Plenipotentiary Commanding General in Serbia
After unsuccessful attempts during the summer of 1941 to suppress the partisan uprising in Serbia, General Wilhelm List (1880–1971), the Commander of the German Forces in Southeast Europe [Wehrmachtbefehlshaber Südost], asked the High Command of the Wehrmacht [Oberkommando der Wehrmacht] to send General Böhme with an infantry division to Serbia with orders to pacify the region. Böhme arrived in Serbia on 18 September 1941 as Plenipotentiary Commanding General in Serbia [Bevollmächtigter Kommandierender General in Serbien], and at the same time the 342nd Infantry Division was transferred from France to Serbia. Böhme immediately started to implement severe punitive measures against the civilian population in order to deter the partisans from further attacks, especially in the northwestern territories of Serbia where the partisans were liberating entire towns and villages. On that occasion, he issued an order which included mass reprisals against the civilian population in Western Serbia. Women and children were accused of helping the partisans by collecting information and supplying them, and for this reason they were to be considered as enemies as well. Partisans were to be treated as outlaws, settlements were to be burned, and the entire male population between 15 and 60 was to be arrested and taken to a concentration camp.
Killing of Hostages
Starting from early October 1941, Böhme’s reprisal orders were carried out following the decision taken by the High Command of the Wehrmacht according to which in the territories where a partisan presence was registered 100 hostages were to be shot for every German killed and 50 for every one wounded. On 10 October 1941 Böhme ordered that all communists, all suspicious men, all (male) Jews and a certain number of nationalist or democratic-minded citizens be arrested and held as hostages. In case of an attack on German soldiers or Volksdeutsche (ethnic Germans), hostages would be shot.

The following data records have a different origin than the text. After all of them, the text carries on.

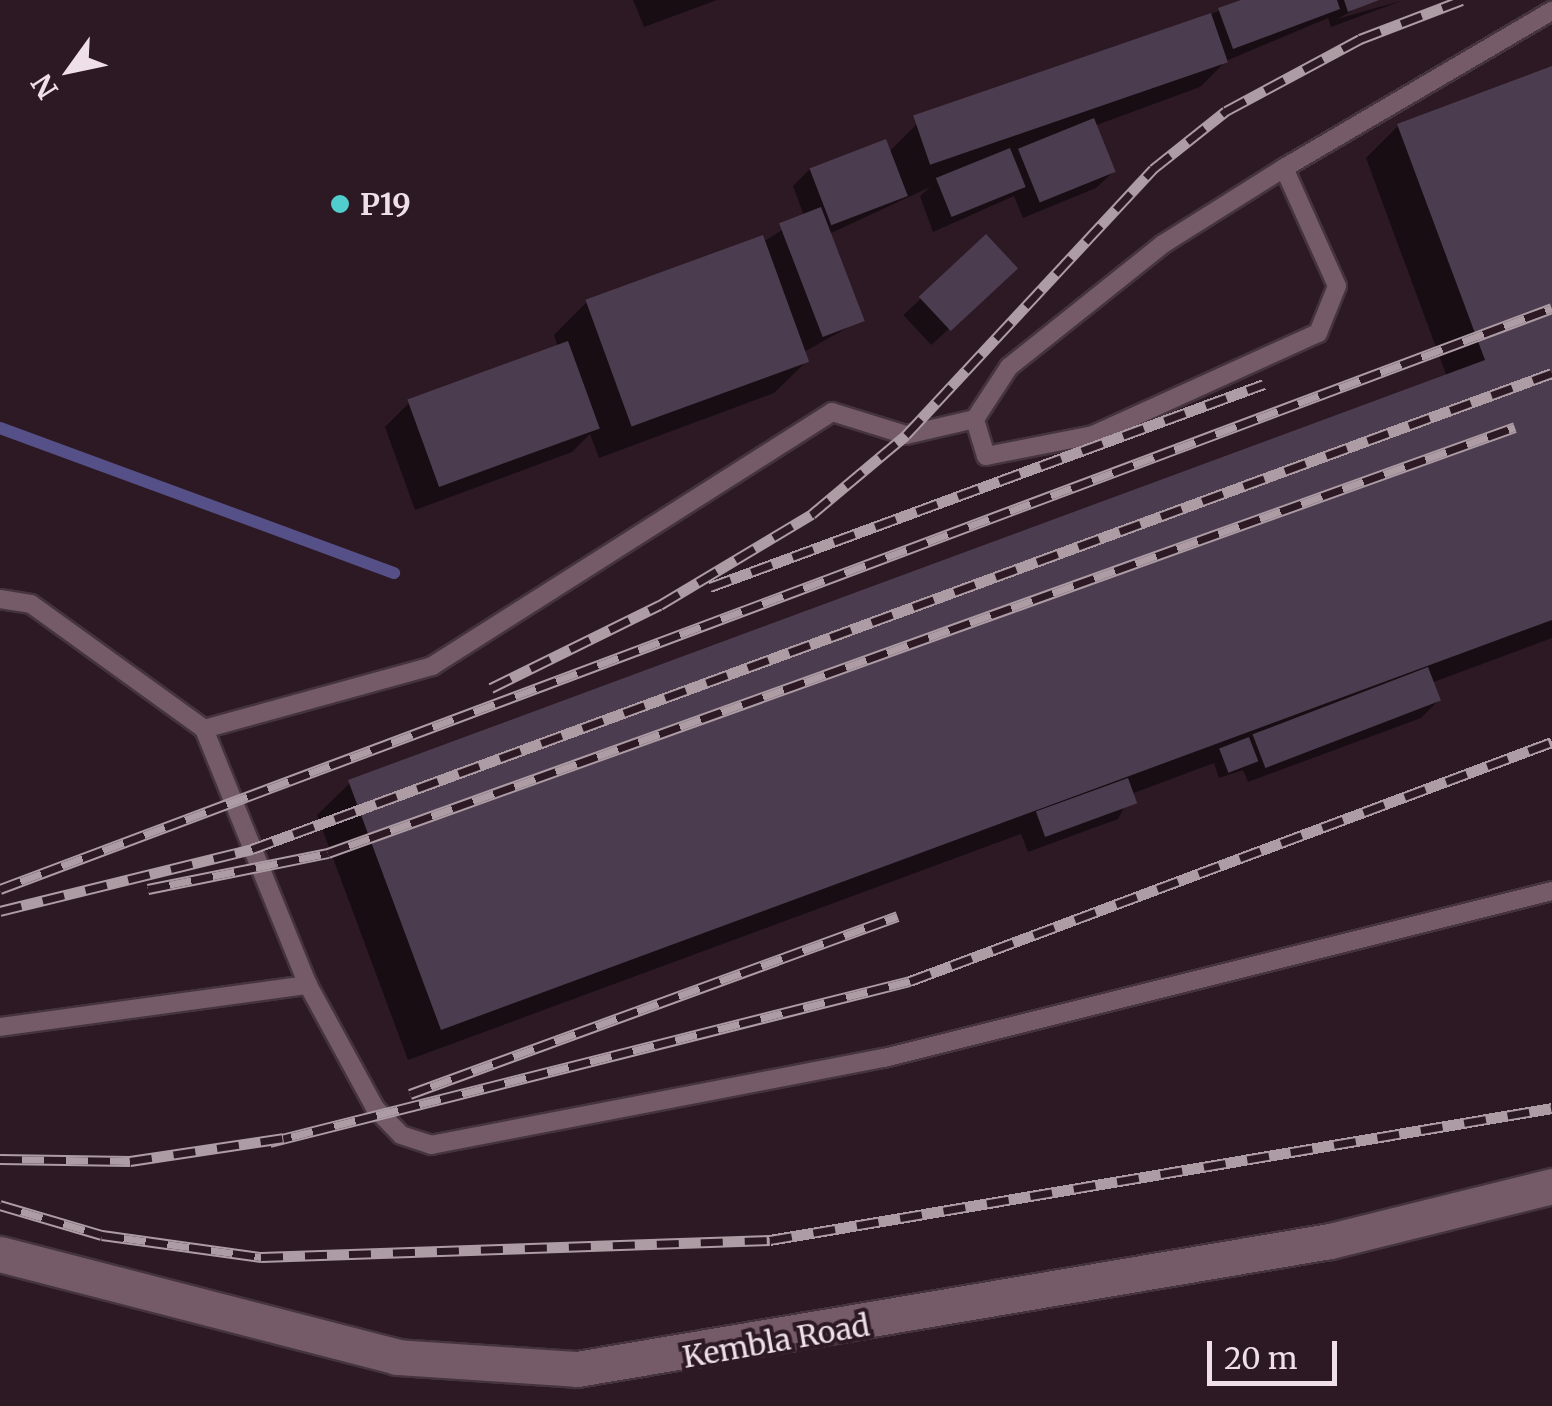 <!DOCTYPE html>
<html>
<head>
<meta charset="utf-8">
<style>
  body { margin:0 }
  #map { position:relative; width:1552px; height:1406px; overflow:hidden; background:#2d1923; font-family:Merriweather,serif }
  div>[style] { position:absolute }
  .shadow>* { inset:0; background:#0007; transform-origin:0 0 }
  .stream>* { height:12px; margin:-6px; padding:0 6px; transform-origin:6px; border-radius:6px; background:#565088 }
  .building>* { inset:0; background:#4b3c50; transform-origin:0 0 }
  .roads { filter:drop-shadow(2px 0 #45343d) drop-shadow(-2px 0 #45343d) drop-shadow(0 2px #45343d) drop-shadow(0 -2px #45343d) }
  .lane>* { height:18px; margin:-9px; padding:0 9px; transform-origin:9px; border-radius:9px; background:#745b67 }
  .street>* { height:35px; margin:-17.5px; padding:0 17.5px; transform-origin:17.5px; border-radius:17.5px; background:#745b67 }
  .rail>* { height:11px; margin-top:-5.5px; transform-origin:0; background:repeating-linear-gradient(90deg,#2d1923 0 22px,#ad9ca4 0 44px); box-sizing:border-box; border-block:2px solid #ad9ca4 }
  .dots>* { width:28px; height:28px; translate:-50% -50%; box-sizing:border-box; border:5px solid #2d1923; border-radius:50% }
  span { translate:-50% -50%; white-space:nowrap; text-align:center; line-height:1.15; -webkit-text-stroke:8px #2d1923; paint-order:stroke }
  .poi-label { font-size:30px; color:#efe0e7; font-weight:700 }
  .left { translate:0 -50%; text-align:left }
  .street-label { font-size:30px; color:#efe0e7 }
  .north { position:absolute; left:20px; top:20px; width:100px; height:100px; -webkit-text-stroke:8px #2d1923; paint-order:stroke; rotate:237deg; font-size:28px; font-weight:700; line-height:40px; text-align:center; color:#efe0e7 }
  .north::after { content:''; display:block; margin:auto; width:35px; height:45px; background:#efe0e7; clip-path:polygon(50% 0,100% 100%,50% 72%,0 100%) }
  .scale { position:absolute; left:1207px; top:1341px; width:130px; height:45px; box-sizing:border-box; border:5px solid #efe0e7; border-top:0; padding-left:12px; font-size:30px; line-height:35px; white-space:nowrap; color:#efe0e7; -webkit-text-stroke:8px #2d1923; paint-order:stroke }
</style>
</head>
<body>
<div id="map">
  <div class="shadow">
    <i style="clip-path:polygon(633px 0,717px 0,644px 27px)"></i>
    <i style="clip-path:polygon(1248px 0,1373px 0,1337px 19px,1404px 0,1331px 27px,1328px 18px,1226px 61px,1200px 87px,1094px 126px,1113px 172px,1096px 188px,1023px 218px,1014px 196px,933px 232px,920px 196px,930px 187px,829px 234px,861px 320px,804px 352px,807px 361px,774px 393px,599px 458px,590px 434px,572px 452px,415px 510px,385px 427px,410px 402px,558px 347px,554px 335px,587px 302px,763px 242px,804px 216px,793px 186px,810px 169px,889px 152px,916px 125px)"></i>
    <i style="clip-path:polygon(1552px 69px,1552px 638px,1431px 683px,1438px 701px,1421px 718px,1248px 782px,1243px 770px,1219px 778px,1214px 763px,1131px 794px,1118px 819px,1028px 852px,1021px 834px,408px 1060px,317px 815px,350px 783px,1447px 377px,1366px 158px,1398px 126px)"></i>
    <i style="left:986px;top:238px;width:41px;height:113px;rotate:47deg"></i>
  </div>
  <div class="stream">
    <i style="left:0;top:428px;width:420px;rotate:20.2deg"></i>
  </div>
  <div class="building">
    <i style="clip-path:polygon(1241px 0,1337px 0,1340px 9px,1233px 49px,1218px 8px)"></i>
    <i style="clip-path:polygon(1344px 0,1379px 0,1348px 12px)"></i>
    <i style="left:1211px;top:13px;width:52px;height:315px;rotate:71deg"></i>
    <i style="clip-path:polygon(1552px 66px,1552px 620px,441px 1030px,348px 780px,1485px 360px,1397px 124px)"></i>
    <i style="left:1094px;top:118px;width:58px;height:82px;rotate:68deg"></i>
    <i style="left:886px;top:139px;width:61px;height:82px;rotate:69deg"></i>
    <i style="left:1010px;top:148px;width:42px;height:80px;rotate:68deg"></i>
    <i style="left:821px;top:207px;width:122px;height:45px;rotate:69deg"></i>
    <i style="left:986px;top:234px;width:47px;height:92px;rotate:47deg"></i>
    <i style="left:763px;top:235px;width:135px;height:189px;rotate:70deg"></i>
    <i style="left:568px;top:341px;width:93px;height:171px;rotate:70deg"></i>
    <i style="left:1428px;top:667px;width:36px;height:188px;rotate:69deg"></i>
    <i style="left:1249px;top:737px;width:26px;height:32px;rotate:69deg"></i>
    <i style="left:1128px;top:778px;width:27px;height:98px;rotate:70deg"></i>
  </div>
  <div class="roads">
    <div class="lane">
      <i style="left:1284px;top:168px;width:129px;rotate:65.8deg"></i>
      <i style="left:1337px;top:286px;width:51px;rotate:112deg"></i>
      <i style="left:1318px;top:333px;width:247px;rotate:155.6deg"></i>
      <i style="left:1093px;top:435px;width:109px;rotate:168.9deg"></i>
      <i style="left:986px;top:456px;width:39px;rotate:-107deg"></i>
      <i style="left:975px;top:419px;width:62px;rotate:-56.8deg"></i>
      <i style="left:1009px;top:367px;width:197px;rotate:-38.6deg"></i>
      <i style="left:1163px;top:244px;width:143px;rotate:-32.1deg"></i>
      <i style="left:1284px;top:168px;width:311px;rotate:-30.4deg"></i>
      <i style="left:0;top:599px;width:31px;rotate:9deg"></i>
      <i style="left:31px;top:604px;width:213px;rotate:35.8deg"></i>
      <i style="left:204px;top:729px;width:276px;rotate:67.9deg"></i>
      <i style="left:308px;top:985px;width:140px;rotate:61.4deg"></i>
      <i style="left:375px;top:1108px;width:37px;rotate:46deg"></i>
      <i style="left:401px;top:1135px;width:32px;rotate:18deg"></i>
      <i style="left:431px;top:1145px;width:461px;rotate:-10.9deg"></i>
      <i style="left:884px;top:1058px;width:689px;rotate:-14.04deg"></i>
      <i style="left:204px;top:729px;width:237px;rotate:-15.4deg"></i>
      <i style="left:432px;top:666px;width:474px;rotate:-32.4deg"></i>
      <i style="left:832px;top:412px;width:77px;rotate:17.3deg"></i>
      <i style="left:906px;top:435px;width:71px;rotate:-13.1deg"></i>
      <i style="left:0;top:1027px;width:311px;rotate:-7.8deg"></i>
    </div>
    <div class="street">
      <i style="left:0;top:1254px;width:410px;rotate:14.5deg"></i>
      <i style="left:397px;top:1357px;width:180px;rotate:3.8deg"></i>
      <i style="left:577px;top:1369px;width:764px;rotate:-9.65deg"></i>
      <i style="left:1330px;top:1241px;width:229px;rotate:-13.9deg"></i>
    </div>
  </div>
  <div class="rail">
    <i style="left:710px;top:587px;width:590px;rotate:-20.12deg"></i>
    <i style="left:491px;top:688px;width:188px;rotate:-26.2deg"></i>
    <i style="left:660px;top:605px;width:177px;rotate:-30.9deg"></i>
    <i style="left:812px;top:514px;width:123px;rotate:-40deg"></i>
    <i style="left:906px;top:435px;width:363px;rotate:-47.1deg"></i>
    <i style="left:1153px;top:169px;width:93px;rotate:-38.5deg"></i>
    <i style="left:1226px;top:111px;width:152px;rotate:-28.2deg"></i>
    <i style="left:1360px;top:39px;width:109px;rotate:-20.9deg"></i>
    <i style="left:0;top:889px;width:1657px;rotate:-20.52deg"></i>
    <i style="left:148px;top:889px;width:184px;rotate:-11.3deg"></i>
    <i style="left:328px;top:853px;width:1261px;rotate:-19.74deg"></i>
    <i style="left:0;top:911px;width:260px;rotate:-13.8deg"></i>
    <i style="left:252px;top:849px;width:1384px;rotate:-20.11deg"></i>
    <i style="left:410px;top:1094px;width:519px;rotate:-20.04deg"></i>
    <i style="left:270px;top:1142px;width:660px;rotate:-14.12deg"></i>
    <i style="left:910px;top:981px;width:685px;rotate:-20.42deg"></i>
    <i style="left:0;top:1159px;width:130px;rotate:0.9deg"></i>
    <i style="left:130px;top:1161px;width:155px;rotate:-8.5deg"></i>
    <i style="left:0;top:1205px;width:106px;rotate:16.4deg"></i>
    <i style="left:102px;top:1235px;width:161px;rotate:7.9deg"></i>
    <i style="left:261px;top:1257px;width:509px;rotate:-1.91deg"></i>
    <i style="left:770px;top:1240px;width:793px;rotate:-9.58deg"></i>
  </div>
  <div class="dots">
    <i style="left:340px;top:204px;background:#52cdcd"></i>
  </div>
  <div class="poi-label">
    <span class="left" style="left:360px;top:204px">P19</span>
  </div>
  <div class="street-label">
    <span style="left:776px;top:1341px;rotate:-10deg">Kembla Road</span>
  </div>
  <div class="north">N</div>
  <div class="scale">20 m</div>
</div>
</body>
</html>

A few days after this order was issued, in response to a partisan attack near the town of Topola in which 21 German soldiers perished, Böhme ordered the shooting of 2°100 communists, Jews and Roma from the concentration camps Šabac and Topovske šupe. On that occasion, Harald Turner (1891–1947), Chief of the Administrative Staff of the Military Commander of Serbia, decided to hand over Roma instead of communists. Hostages were shot in Zasavica, near Šabac, and Jabuka near Pančevo. A further 2°200 Jews and Roma were murdered at the end of October and early November in response to a partisan attack near Valjevo. In this case, hostages were shot also in Jajinci, near Belgrade. Massacres of Serbian civilians were also committed in Kraljevo, Kragujevac, Draginac and elsewhere.
Böhme stayed in Belgrade until the beginning of December 1941, when he was replaced by General Paul Bader (1883-1971). After serving in Finland (1941 to 1943), Austria (1944) and again in the Balkans (1944), he was transferred to Army High Command Leader Reserve. At the end of the war he was Head of all German military forces in Norway [Wehrmachtbefehlshaber in Norwegen], where he was taken prisoner by the British Army.
‘Hostages Trial’ in Nuremberg
After the war, the Allies sent him to the Nuremberg Tribunal for crimes committed in Southeastern Europe (Case VII), also called the ‘Hostages Trial’. He committed suicide in prison on 29 May 1947, before the arraignment.